Golf Roundup : Peete Shoots Rounds of 66, 68 to Win by 5
Calvin Peete said he got tired, but he sure didn’t show it.
Peete, who has won more tournaments in the past five years than any player on the PGA tour (12), shot rounds of 66 and 68 Sunday at New Orleans in the 36-hole windup of the $500,000 USF&G; tournament to win by five strokes.
Peete said he began to feel fatigued halfway through his second trip around the course.
“These 42-year-old legs began to tell off on me,” said Peete, who took up golf at the age of 23.
“What I wanted to do was get off to a fast start, which I did. I just tried to stay with my game plan, which is to try to take advantage of any situation that would allow me to hit a good shot at the flag.”
The $90,000 first prize increased Peete’s earnings for the year to $230,598, tops on the PGA Tour.
Peete’s score of 19-under-par 269 left runner-up Pat McGowan a bit frustrated, even though he picked up $54,000--the biggest check of his career.
“There is a little bit of a letdown when you play a score that you think can win and it doesn’t,” McGowan said after a pair of 68s. “I set a goal of 14-under for the tournament. I thought 14-under would be a good score, but Calvin blitzed that.”
Nick Faldo finished in a third-place tie with Tom Sieckmann, Gregory Ladehoff and Doug Tewell at 277. Each received $24,000.
Don Pooley, who finished in a group with four other golfers 12 strokes behind Peete, shot six straight birdies Sunday to tie the 1986 record set by Tewell at the Los Angeles Open.
Peete, who opened the season by winning the MONY Tournament of Champions at La Costa, became the first golfer on this year’s tour to win two championships. He will try for a third next week when he defends his title at the Tournament Players Championship in Ponte Verde, Fla.
Peete said his big dream, besides hitting a hole-in-one, is a little closer to becoming reality.
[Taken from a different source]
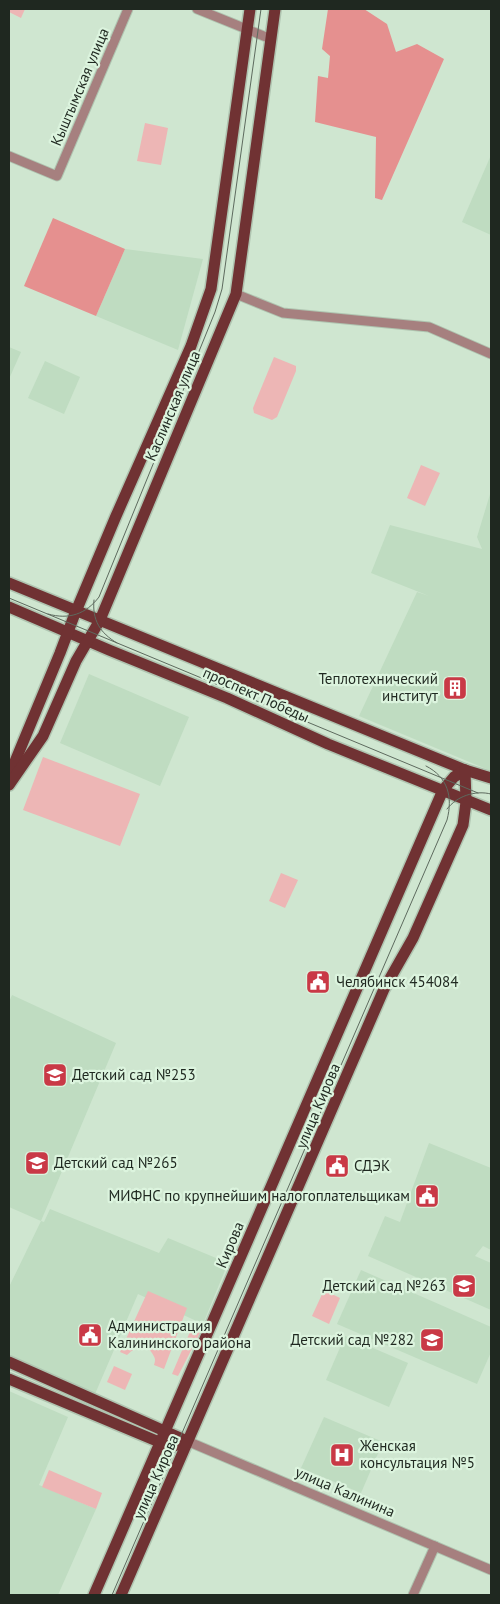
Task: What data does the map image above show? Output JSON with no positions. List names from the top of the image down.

“It’s another step toward my goal, to be Player of the Year for 1986,” Peete said. “I feel that what I have to do is not only win, but have a lot of top 10 finishes. I feel I need to continue to play well and have five or six more top 10 finishes.”
Penny Pulz shot a course-record eight-under-par 64 to overtake Pat Bradley on the final three holes and win the $200,000 LPGA Circle K Tucson Open by four strokes over Betsy King.
Pulz, a 33-year-old Australian, started the day seven shots behind Bradley, but wound up winning the $30,000 first-place prize. Her only other LPGA title came in 1979.
She had three birdies and an eagle on the last four holes to finish with a 72-hole total of 12-under-par 276. Pulz’s round of 64 topped the previous record at the 6,124-yard Randolph North Golf Course set by Patti Rizzo in 1982 and tied three times this week--by Bradley, Rosie Jones and Vicki Fergon.
King, who pulled to within two shots of the lead on the 15th hole, posted a final-round 66 for a 280 total and won $18,500.
Bradley, the leader through the first three rounds and through the first 15 holes Sunday, finished with a 76 and was one of three players in third place at 281. The others were Jerilyn Britz, who finished with a 70 Sunday, and Myra Blackwelder, who had a 73.
Fergon was alone at 282 while defending champion Amy Alcott had a final-round 72 for a 283 total.
Bradley, 35, was trying to win her 17th LPGA title in a 12-year career by leading from start-to-finish for only the second time.
She started the day with a three-stroke lead over Blackwelder and led by four at the turn only to see Pulz tie her at nine-under with a birdie on the 16th hole.
Pulz went ahead by sinking a 15-foot birdie putt on the par-4 17th and sealed the victory with a 40-foot put for an eagle-3 at 18.
Bradley, who set 36- and 54-hole tournament records, three-putted for two bogeys and hit into the water for a double-bogey seven on the 16th hole.